Green’s Dictionary of Slang

corporation n.

[play on alderman n. (4)]

the body or stomach, esp. when fat.

Smollet Count Fathom (1813) I 156: Sirrah! my corporation is made up of good wholesome English fat; but you are puffed up with the wind of vanity and delusion.
[UK]Memoirs of the celebrated Miss Fanny M-. 129: He was fat enough to perform any part that did not require such a corporation as Sir John Falstaff.
[UK]Grose Classical Dict. of the Vulgar Tongue n.p.: Corporation, a large belly. He has a glorious corporation; he has a very prominent belly.
[UK]Sporting Mag. Apr. IV 52/2: The great rotundity of his shape, which affords his legal acquaintance cause for calling him a corporation sole.
[UK]Lex. Balatronicum.
[UK]Egan Anecdotes of the Turf, the Chase etc. 130: He appeared to me, a heavy, thick, round-made, large-boned man [...] he was in the vale of years, and had acquired some corporation.
[UK]Navy at Home II 185: Billybuffer was compared to a rum-puncheon, and from said rotundity, [...] being frequently, with faces of concern and condolence, asked after the health and state of his corporation.
[US]Ely’s Hawk & Buzzard (NY) Sept. 6 n.p.: Her corporation drawn in and her stern bulged out.
[US]Whip & Satirist of NY & Brooklyn (NY) 6 Aug. n.p.: We should judge from the appearance of her corporation that it [i.e. the subject’s income] is rather lean.
[UK]C. Brontë Shirley 375: The Rector [...] looming large in full canonicals [...] with the dignity of an ample corporation .
[UK]Fights for the Championship 112: Carter was also in robust health, but his corporation partook a little too much of civic importance.
[Ind]Delhi Sketch Bk 1 Mar. 26/2: It is a sight to [...] behold him drink, to watch the good liquor poured into his capacious corporation.
[UK]Hotten Dict. of Modern Sl. etc.
[UK]E. de la Bédollière Londres et les Anglais 313/2: corporation, corpulence.
[UK]Sl. Dict.
[UK]Sporting Times 30 Aug. 4/5: Shan’t want a chair, but a good broad sofa adapted to a decent [...] corporation.
W.P. Frith Autobiog. i 49: Very stout men... each possessing larger corporations than are commonly seen [F&H].
[Aus]Dead Bird (Sydney) 29 Mar. 2/2: Kearney was very stout and [...] to diminish the width of his target he tried to tuck in his corporation, and by doing so increased his protuberance behind.
[UK]Hunter & LeBrunn [perf. George Robey] ‘A B ab’ 🎵 To africa he went to show his half a ton of jelly, / [...] / he started off to Mr Rhodes, his corporation made two loads,.
[Aus]‘Miles Franklin’ My Brilliant Career 167: Two stout old squatters with big laughs and bigger corporations.
[Aus]E. Dyson ‘Dukie M’Kenzie’s Dawnce’ in Benno and Some of the Push 44: Cilly gave the wheel another turn, and a hard jet bounced off Jumbo’s large, taut corporation.
[US]Z.N. Hurston Gilded Six-Bits (1995) 988: He ain’t puzzle-gutted, honey. He jes’ got a corporation.
[UK]R. Llewellyn None But the Lonely Heart 70: He was only a little bloke, but broad as a door, with a corporation as made him leave the top three buttons of his trousers undone.
[UK]Guardian 4 July 🌐 Deparideu arrived last Friday. You can hardly miss him. He is a kenspeckled figure, about seven feet tall with a proportionate corporation.

SE in slang uses

In compounds

corporation cocktail (n.) [although in an age of natural gas this drink is redundant]

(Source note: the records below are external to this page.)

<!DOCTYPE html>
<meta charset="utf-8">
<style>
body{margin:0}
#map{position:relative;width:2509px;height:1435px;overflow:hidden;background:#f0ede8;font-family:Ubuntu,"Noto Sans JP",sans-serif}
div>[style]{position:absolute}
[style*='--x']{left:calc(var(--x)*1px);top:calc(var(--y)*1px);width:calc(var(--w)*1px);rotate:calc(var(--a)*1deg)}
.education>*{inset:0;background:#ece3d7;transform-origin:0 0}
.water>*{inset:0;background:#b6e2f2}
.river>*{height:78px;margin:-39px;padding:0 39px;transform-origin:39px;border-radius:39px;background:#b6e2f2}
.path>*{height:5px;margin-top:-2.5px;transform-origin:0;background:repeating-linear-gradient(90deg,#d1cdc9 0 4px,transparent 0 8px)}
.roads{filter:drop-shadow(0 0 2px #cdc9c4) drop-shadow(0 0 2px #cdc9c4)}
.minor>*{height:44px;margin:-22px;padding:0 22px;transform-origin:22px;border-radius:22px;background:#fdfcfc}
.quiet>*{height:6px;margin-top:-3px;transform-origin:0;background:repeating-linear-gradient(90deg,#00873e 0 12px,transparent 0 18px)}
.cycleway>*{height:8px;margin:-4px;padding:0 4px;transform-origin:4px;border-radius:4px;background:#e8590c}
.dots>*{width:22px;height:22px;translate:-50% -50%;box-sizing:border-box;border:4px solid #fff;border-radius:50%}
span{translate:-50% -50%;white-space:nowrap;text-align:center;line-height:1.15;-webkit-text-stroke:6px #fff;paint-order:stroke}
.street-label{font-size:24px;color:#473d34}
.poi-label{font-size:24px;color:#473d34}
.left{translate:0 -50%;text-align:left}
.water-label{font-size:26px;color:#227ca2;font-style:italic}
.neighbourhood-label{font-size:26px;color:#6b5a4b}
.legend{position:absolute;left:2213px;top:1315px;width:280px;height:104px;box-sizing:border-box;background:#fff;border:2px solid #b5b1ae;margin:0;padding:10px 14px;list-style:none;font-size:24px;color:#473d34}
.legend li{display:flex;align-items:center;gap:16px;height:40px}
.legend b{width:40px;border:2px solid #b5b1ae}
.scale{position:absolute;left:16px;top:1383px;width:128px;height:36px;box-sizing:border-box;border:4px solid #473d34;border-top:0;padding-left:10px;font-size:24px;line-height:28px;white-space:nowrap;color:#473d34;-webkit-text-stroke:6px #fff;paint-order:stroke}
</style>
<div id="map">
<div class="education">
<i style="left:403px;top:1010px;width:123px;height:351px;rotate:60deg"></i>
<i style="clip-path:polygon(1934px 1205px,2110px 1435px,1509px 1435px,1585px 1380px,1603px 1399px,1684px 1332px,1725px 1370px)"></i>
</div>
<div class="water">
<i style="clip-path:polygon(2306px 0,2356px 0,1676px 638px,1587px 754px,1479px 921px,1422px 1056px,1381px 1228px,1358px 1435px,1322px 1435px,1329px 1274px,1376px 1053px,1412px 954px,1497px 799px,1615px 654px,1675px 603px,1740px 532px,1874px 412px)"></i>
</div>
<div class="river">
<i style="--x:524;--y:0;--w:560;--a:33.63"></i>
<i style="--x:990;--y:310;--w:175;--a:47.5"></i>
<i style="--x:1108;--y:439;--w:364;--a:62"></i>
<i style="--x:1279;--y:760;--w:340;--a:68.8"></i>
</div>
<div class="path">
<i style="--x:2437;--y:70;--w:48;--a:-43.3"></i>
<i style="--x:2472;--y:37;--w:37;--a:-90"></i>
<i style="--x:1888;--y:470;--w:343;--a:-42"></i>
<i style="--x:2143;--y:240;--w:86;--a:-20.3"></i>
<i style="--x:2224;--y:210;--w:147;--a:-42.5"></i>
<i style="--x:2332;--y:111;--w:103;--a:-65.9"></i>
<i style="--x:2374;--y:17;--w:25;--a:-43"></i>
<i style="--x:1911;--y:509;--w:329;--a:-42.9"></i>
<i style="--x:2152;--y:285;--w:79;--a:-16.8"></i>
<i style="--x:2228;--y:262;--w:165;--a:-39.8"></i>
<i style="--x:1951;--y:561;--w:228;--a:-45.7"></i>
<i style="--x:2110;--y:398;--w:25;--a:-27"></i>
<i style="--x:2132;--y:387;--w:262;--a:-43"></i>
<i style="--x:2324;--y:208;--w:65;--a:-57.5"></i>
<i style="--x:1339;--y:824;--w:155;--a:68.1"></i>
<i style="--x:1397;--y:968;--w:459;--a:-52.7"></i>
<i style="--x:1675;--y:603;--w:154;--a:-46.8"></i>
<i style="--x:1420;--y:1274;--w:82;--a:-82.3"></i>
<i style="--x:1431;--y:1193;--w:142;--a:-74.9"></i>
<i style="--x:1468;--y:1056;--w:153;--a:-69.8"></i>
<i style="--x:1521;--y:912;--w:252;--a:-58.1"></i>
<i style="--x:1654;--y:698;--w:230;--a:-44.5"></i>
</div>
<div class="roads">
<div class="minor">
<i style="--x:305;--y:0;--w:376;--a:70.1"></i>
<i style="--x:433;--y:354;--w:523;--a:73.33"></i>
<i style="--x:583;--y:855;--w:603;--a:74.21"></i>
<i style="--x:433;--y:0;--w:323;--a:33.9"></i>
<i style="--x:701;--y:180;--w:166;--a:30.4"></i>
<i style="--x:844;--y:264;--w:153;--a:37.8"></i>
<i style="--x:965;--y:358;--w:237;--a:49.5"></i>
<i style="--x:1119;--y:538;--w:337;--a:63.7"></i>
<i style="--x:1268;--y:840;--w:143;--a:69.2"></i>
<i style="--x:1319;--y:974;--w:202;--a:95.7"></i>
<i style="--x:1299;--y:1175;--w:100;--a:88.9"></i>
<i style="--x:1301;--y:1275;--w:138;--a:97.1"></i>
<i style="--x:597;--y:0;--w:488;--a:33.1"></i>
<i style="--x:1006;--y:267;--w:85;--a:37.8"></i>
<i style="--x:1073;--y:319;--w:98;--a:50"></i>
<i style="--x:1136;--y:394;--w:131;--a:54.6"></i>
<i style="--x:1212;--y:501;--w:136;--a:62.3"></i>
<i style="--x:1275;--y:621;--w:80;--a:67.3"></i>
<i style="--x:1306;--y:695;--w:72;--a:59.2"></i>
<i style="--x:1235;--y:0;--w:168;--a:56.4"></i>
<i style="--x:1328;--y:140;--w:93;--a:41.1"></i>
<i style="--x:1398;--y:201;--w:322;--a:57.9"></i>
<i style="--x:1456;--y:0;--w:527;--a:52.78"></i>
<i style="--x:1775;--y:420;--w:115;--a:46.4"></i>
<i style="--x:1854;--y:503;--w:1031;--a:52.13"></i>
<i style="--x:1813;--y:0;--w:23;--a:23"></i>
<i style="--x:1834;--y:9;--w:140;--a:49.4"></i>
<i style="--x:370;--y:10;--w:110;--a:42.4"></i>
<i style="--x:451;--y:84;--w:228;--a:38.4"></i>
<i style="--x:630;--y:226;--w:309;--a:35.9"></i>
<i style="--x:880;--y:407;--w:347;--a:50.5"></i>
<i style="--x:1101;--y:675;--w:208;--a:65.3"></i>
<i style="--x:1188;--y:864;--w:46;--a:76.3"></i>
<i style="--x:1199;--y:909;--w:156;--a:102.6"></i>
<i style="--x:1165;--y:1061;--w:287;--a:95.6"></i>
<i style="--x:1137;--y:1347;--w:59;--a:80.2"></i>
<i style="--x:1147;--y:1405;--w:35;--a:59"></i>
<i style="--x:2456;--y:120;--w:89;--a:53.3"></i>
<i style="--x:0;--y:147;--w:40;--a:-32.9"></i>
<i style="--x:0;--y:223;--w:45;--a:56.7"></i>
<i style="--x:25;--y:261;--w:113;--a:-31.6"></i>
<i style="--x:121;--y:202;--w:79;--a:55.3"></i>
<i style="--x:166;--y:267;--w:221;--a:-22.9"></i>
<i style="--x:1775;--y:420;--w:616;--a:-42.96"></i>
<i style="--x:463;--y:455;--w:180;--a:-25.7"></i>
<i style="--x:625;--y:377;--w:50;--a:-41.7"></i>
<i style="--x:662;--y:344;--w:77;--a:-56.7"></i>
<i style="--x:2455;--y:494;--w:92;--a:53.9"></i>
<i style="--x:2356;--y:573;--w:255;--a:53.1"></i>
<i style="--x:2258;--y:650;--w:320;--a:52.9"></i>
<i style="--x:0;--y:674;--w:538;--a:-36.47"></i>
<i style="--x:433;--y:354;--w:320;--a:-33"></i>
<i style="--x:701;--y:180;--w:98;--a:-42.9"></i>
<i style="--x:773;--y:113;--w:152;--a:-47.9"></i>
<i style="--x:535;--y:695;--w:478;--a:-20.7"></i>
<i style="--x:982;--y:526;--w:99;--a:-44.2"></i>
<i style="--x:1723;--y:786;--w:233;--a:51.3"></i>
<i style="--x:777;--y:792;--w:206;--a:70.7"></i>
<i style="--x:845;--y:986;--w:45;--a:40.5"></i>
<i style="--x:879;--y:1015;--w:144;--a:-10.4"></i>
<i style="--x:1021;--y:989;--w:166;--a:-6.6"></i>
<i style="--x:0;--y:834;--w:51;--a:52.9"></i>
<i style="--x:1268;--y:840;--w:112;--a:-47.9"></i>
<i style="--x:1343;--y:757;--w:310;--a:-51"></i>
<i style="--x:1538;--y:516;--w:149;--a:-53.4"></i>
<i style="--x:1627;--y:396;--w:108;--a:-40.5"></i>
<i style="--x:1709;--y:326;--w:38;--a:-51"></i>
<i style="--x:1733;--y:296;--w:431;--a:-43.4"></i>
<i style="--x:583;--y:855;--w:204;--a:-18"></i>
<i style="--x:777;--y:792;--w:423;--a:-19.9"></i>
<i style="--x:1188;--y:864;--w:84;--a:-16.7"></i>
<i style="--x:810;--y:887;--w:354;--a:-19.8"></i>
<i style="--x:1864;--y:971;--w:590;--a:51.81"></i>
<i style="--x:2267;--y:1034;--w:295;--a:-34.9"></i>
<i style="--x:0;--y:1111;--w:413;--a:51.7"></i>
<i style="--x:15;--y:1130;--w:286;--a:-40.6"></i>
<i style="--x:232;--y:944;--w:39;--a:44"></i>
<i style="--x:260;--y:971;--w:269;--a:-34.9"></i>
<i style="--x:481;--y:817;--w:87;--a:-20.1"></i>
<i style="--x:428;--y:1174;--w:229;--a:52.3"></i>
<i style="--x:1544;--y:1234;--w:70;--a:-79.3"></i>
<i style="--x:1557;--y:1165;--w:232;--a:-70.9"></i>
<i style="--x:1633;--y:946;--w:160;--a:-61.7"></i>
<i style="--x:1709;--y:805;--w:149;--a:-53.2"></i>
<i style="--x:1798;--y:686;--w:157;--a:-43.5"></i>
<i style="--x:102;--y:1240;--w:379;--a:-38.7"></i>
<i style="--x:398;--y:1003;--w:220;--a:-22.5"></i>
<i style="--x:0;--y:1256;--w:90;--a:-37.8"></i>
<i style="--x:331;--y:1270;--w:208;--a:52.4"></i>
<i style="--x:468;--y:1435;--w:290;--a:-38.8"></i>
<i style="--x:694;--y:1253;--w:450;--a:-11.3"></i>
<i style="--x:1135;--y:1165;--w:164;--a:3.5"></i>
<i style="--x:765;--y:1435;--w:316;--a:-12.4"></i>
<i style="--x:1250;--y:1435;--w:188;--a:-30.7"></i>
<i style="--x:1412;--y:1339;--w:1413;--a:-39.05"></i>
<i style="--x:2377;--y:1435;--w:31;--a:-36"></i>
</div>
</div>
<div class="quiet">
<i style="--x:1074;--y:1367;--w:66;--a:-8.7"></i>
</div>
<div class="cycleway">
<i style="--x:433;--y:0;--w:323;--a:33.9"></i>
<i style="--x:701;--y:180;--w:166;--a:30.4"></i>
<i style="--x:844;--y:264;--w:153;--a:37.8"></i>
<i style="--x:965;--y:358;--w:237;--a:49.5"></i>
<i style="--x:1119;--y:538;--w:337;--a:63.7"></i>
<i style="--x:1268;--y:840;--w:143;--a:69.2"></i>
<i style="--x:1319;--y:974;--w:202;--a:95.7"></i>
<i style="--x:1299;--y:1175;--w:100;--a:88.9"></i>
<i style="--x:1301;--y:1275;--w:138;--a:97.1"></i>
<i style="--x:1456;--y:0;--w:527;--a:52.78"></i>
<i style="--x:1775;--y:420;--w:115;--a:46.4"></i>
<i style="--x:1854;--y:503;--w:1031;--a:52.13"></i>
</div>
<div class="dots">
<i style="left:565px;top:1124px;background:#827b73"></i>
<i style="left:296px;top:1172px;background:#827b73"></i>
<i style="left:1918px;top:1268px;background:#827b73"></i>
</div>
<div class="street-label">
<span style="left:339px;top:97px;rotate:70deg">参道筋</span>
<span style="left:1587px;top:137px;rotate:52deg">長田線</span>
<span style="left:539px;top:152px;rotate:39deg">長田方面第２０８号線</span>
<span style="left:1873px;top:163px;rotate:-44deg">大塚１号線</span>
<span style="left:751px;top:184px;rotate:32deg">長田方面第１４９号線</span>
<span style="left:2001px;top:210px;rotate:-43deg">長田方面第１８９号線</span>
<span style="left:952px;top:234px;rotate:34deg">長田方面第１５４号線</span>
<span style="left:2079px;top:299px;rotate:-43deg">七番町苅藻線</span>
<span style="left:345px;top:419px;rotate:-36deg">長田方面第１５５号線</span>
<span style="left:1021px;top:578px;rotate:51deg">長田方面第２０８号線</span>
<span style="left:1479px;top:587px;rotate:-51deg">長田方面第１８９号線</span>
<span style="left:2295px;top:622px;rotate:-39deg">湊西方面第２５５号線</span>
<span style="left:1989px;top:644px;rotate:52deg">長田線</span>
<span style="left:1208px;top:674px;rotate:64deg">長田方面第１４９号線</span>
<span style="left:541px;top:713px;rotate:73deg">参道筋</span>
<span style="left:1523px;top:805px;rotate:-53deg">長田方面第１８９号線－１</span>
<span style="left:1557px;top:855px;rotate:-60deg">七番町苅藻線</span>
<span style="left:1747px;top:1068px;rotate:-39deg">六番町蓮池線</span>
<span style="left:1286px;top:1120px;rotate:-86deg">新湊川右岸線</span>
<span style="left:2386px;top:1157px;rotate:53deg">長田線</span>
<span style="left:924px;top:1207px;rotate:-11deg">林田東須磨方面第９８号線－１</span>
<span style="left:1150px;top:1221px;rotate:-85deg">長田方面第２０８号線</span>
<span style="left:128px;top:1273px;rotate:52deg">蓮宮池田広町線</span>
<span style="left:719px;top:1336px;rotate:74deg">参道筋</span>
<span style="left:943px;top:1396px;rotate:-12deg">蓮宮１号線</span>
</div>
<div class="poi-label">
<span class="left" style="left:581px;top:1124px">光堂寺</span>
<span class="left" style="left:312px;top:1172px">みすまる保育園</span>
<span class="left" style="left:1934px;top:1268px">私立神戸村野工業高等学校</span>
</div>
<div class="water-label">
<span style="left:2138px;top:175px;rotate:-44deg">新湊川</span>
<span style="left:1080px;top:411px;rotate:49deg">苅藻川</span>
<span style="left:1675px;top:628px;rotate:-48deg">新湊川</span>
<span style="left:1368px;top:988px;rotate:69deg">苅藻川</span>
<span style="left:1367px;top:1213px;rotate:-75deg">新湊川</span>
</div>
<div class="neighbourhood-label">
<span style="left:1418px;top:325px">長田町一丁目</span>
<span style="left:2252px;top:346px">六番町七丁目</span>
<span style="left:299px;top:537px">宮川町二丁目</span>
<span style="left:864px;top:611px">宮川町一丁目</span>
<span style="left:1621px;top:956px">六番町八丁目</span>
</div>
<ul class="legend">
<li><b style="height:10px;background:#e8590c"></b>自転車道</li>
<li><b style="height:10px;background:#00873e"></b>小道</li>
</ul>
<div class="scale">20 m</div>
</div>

coal gas bubbled through milk, a down-and-out alcoholic’s tipple.

[UK]S. McConville ‘Prison Language’ in Michaels & Ricks (1980) 526: If all else fails, a buzz may be obtained by the down and out’s standby, the corporation cocktail, which is coal gas inhaled through milk.
corporation hair-oil (n.)

(Irish) water, as used in smoothing down the hair.

[UK]I. & P. Opie Lore and Lang. of Schoolchildren (1977) 184: Water is [...] widely referred to as ‘juice’, or ‘Corporation pop’. And ‘Corporation hair-oil’ is the commodity with which they (sometimes) flatten their hair of a morning.
[Ire]B. Quinn Smokey Hollow 51: He was the first to use ‘Corporation hairoil,’ or water, to achieve a quiff in his hair and was called a mickeydazzler because of it.